A tavolo con noi sono seduti dei ragazzi russi e qualche signore che vive qua dentro. «Grace Scott!» un ragazzo con i capelli biondi e lo sguardo freddo si avvicina. «Mio padre mi ha detto che sei bella, ma cazzo. Non ti ha reso giustizia» mi porge la mano «Dimitri Stalinig» gli spunta un sorriso cattivo. «Vieni con me se vuoi che papà non smetta di comprarti le louboutin.»
Ed ecco di nuovo, l'ennesimo ragazzo viziato che mio padre sfrutta per arricchirsi. Il figlio contento, il padre contento; Micheal Scott molto soddisfatto. Io? Io solo usata. Annuisco cercando di sembrare contenta e afferro la sua mano. Mi trascina fino all'ascensore e appena le porte si chiudono mi santa addosso, come se non ci fosse una telecamera.
Mi tiene ferma contro le pareti rifinite in oro e le sue mani sono ovunque. Ormai so come fare; fissa un punto a caso e concentrati su quello. Guardalo bene e studia tutti i particolari. Non pensare alle mani che ti accarezzano le cosce, i fianchi. Non ci sono baci e morsi sul suo collo e sul viso. Non ci sono insulti e non ci sono parole sporche. Solo un punto a caso, in un posto a caso, con uno stronzo a caso.

Il letto è comodo ma non posso stare qui, a loro non piace. Senza dire nulla mi alzo e indosso i miei vestiti. Mi lego i capelli e spero che l'acqua della doccia non smetta di scorrere. Vorrei anche io andare sotto il getto ma non posso, non qui.

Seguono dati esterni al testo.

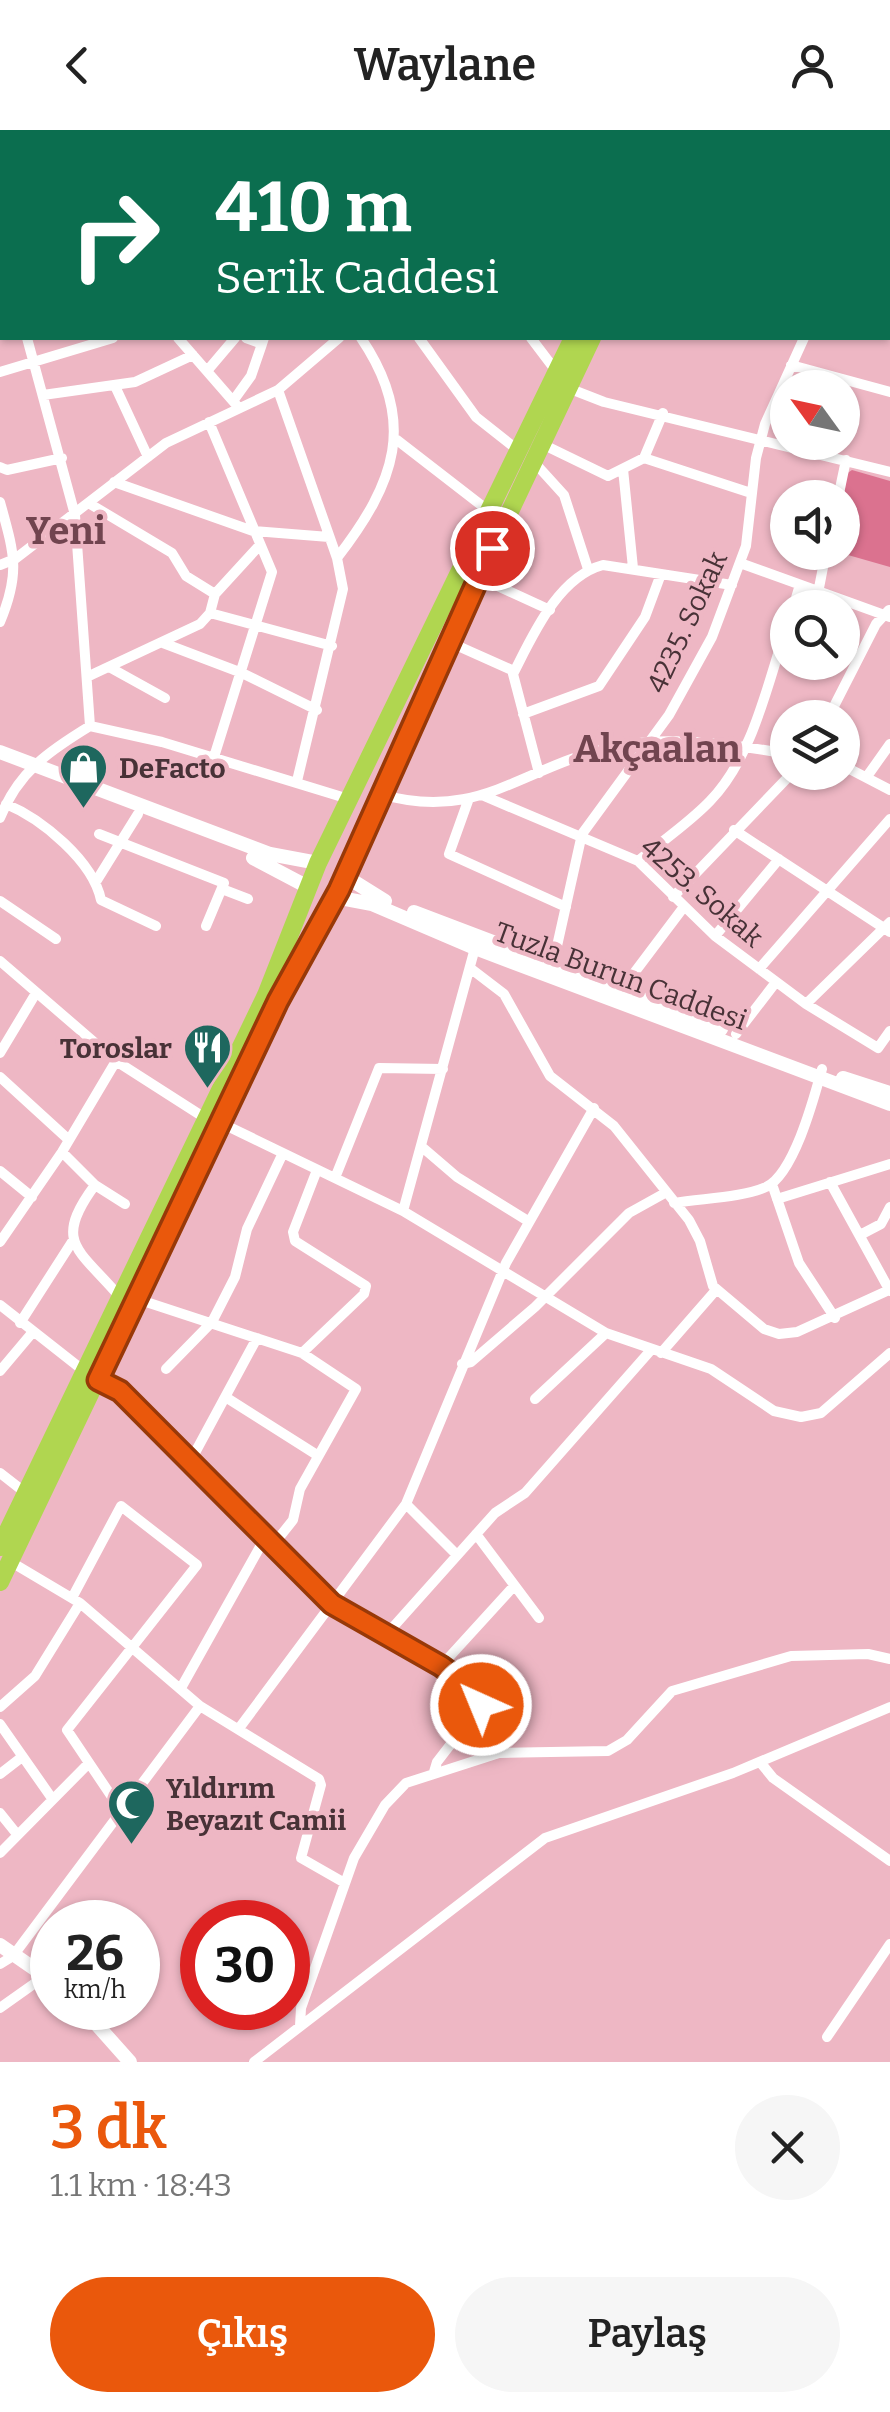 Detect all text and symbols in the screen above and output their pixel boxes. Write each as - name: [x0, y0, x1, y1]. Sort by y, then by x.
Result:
- icon: back: [50, 38, 105, 93]
- text: Waylane: [354, 38, 536, 92]
- icon: person: [785, 38, 840, 93]
- text: 410 m: [215, 166, 412, 250]
- icon: right: [50, 170, 180, 300]
- text: Serik Caddesi: [215, 251, 499, 305]
- north arrow: [770, 370, 860, 460]
- map controls: [770, 370, 860, 790]
- button: sound: [770, 480, 860, 570]
- pin: [450, 506, 535, 591]
- district label: Yeni: [26, 508, 106, 554]
- icon: arrive: [465, 521, 520, 576]
- street label: 4235. Sokak: [640, 546, 734, 698]
- button: search: [770, 590, 860, 680]
- button: layers: [770, 700, 860, 790]
- district label: Akçaalan: [573, 726, 741, 772]
- shop icon: DeFacto: [58, 742, 110, 810]
- place label: DeFacto: [119, 752, 226, 785]
- street label: 4253. Sokak: [634, 830, 770, 954]
- street label: Tuzla Burun Caddesi: [490, 915, 752, 1037]
- restaurant icon: Toroslar: [181, 1022, 233, 1090]
- place label: Toroslar: [60, 1032, 172, 1065]
- position arrow: [429, 1653, 533, 1757]
- place label: Yıldırım Beyazıt Camii: [166, 1772, 346, 1837]
- mosque icon: Yıldırım Beyazıt Camii: [105, 1778, 157, 1846]
- speed limit sign: 30: [180, 1900, 310, 2030]
- text: 26: [66, 1923, 124, 1983]
- text: km/h: [64, 1975, 126, 2005]
- text: 3 dk: [50, 2092, 167, 2164]
- button: close: [735, 2095, 840, 2200]
- text: 1.1 km · 18:43: [50, 2166, 232, 2204]
- button: Çıkış: [50, 2277, 435, 2392]
- button: Paylaş: [455, 2277, 840, 2392]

Sto aprendo la porta della stanza quando la voce mi ferma.
«Dove vai?» è completamente nudo e completamente bagnato. Dio che schifo.

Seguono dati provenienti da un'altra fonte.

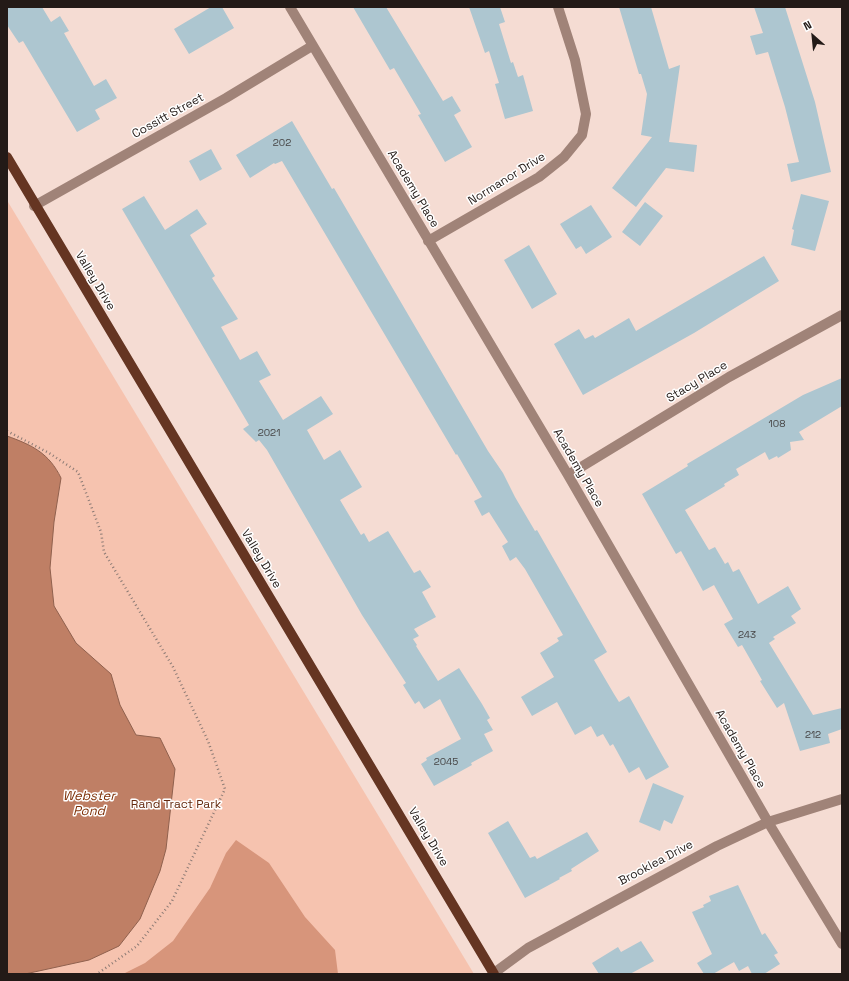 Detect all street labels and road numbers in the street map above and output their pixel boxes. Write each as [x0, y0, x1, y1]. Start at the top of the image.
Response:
street label: Cossitt Street [130, 90, 206, 142]
street label: Academy Place [384, 148, 442, 230]
street label: Normanor Drive [466, 150, 548, 208]
street label: Valley Drive [72, 249, 118, 313]
street label: Stacy Place [664, 358, 730, 406]
street label: Academy Place [550, 426, 606, 510]
street label: Valley Drive [238, 527, 284, 591]
street label: Academy Place [712, 707, 768, 791]
street label: Valley Drive [405, 805, 451, 869]
street label: Brooklea Drive [616, 837, 696, 889] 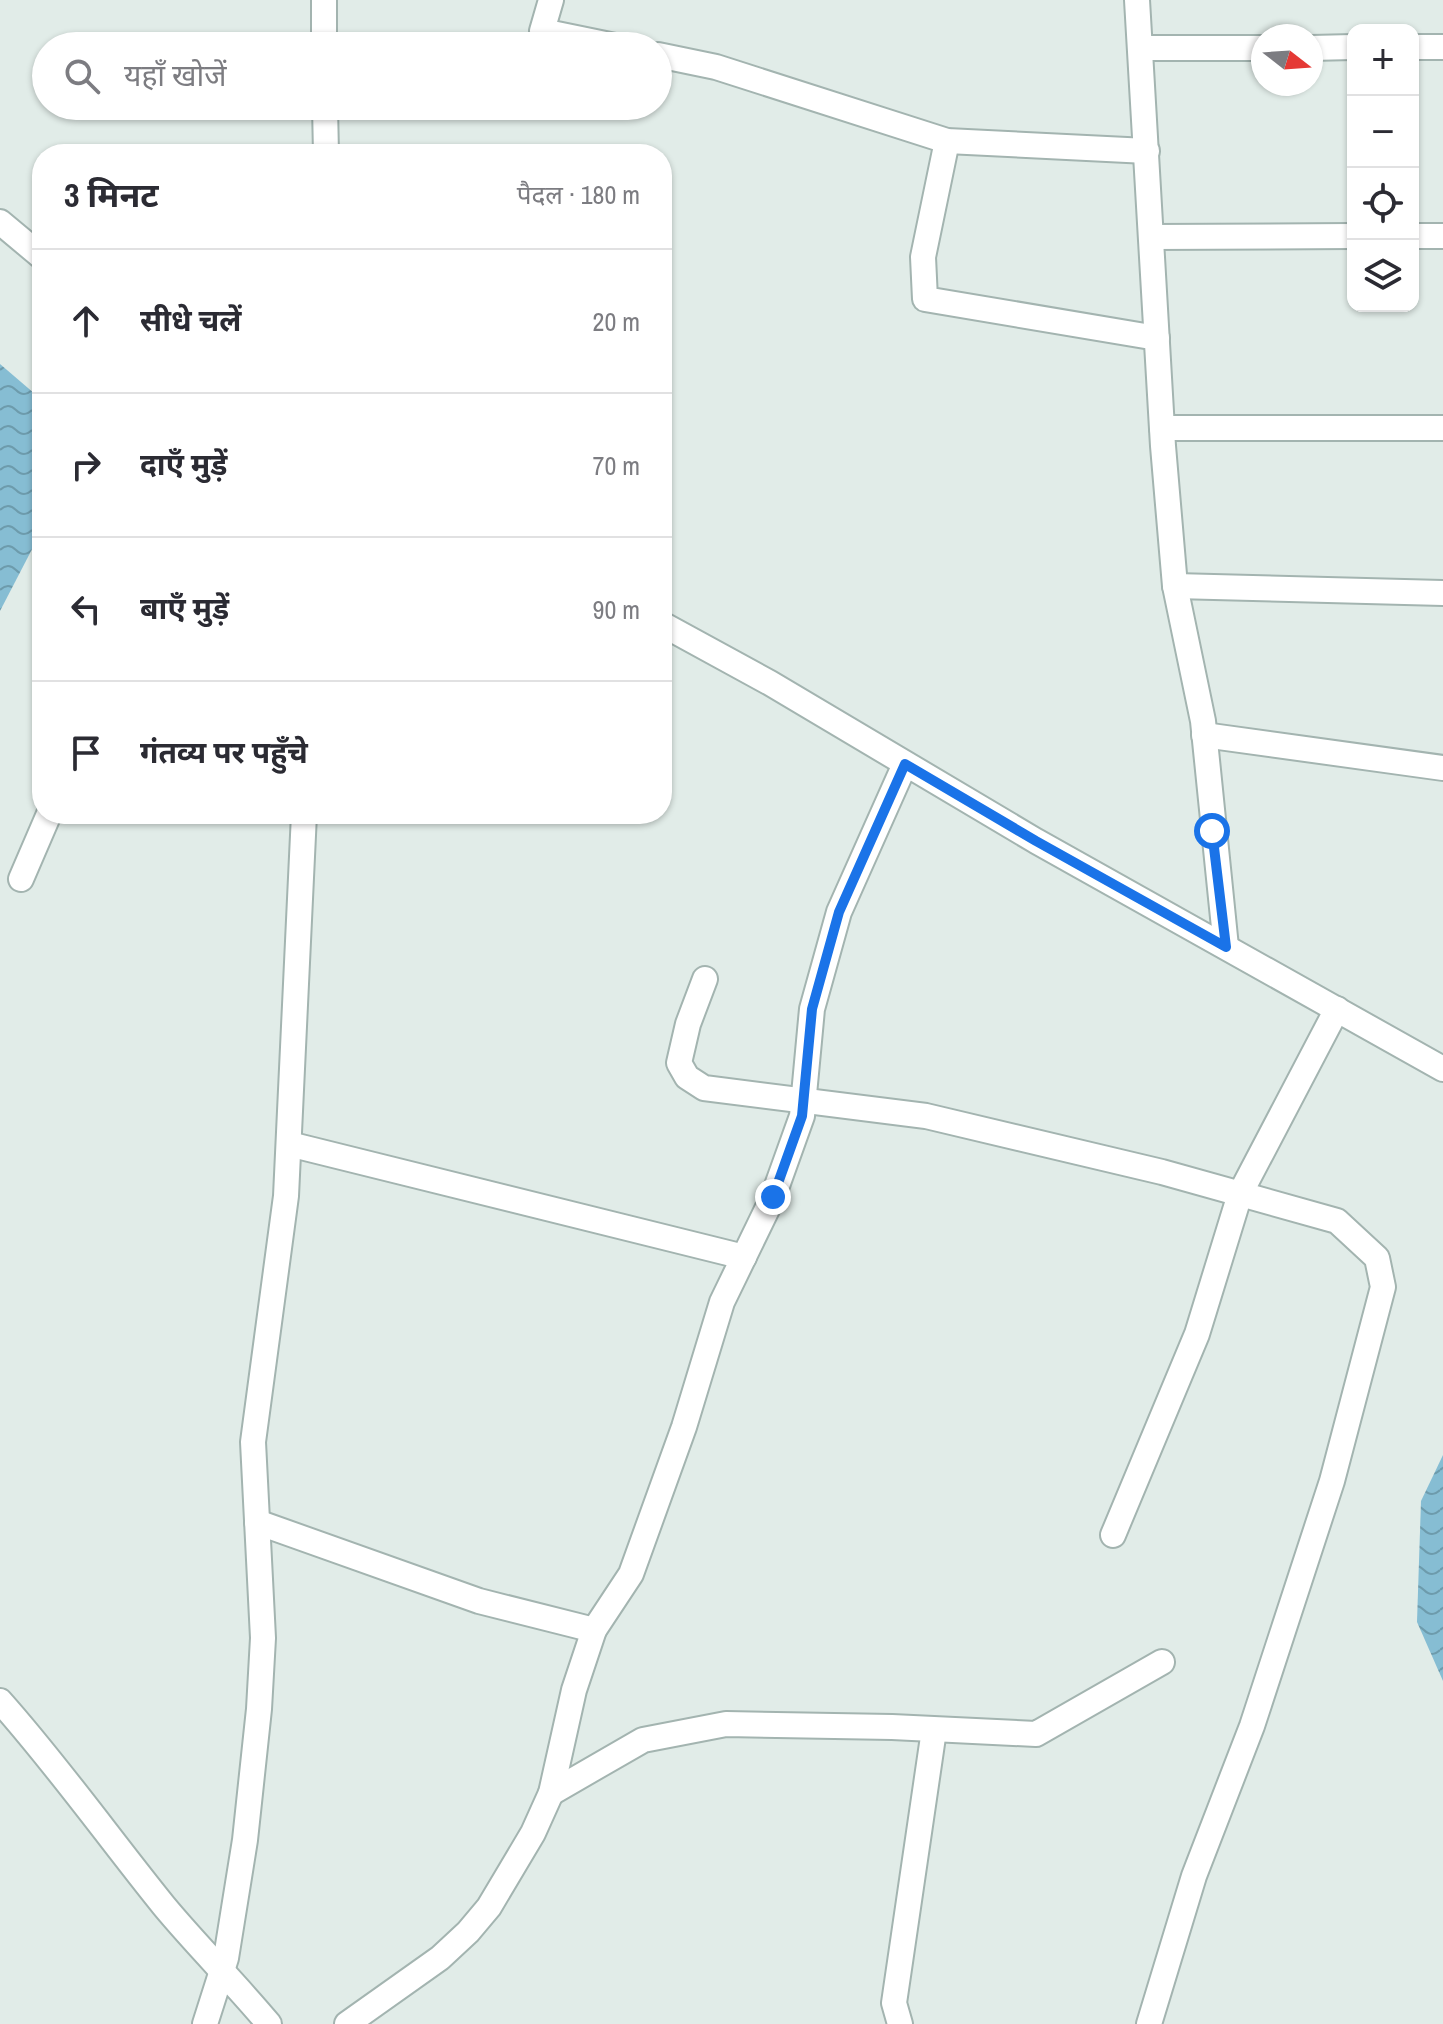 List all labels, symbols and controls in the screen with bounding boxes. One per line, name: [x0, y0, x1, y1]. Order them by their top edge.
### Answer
north arrow: [1251, 24, 1323, 96]
map controls: [1347, 24, 1419, 312]
button: +: [1347, 24, 1419, 96]
search box: [32, 32, 672, 120]
icon: search: [60, 54, 104, 98]
text: यहाँ खोजें: [124, 55, 227, 95]
button: −: [1347, 96, 1419, 168]
button: locate: [1347, 168, 1419, 240]
text: 3 मिनट: [64, 172, 159, 218]
text: पैदल · 180 m: [517, 177, 640, 212]
button: layers: [1347, 240, 1419, 312]
icon: ahead: [64, 299, 108, 343]
text: सीधे चलें: [140, 300, 241, 340]
text: 20 m: [593, 304, 640, 339]
icon: right: [64, 443, 108, 487]
text: दाएँ मुड़ें: [140, 444, 227, 484]
text: 70 m: [593, 448, 640, 483]
icon: left: [64, 587, 108, 631]
text: बाएँ मुड़ें: [140, 588, 229, 628]
text: 90 m: [593, 592, 640, 627]
icon: arrive: [64, 731, 108, 775]
text: गंतव्य पर पहुँचे: [140, 732, 308, 772]
route start: [1194, 813, 1230, 849]
route end: [755, 1179, 791, 1215]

«Vieni in doccia per il quarto round, troia che non sei altro. E se pensi di avermi soddisfatto ti sbagli di grosso» abbasso la testa e annuisco. In poco tempo mi sta stappando le mutandine e mi spinge dentro la doccia bollente. Le sue mani mi costringono in ginocchio e così ricomincia tutto da capo.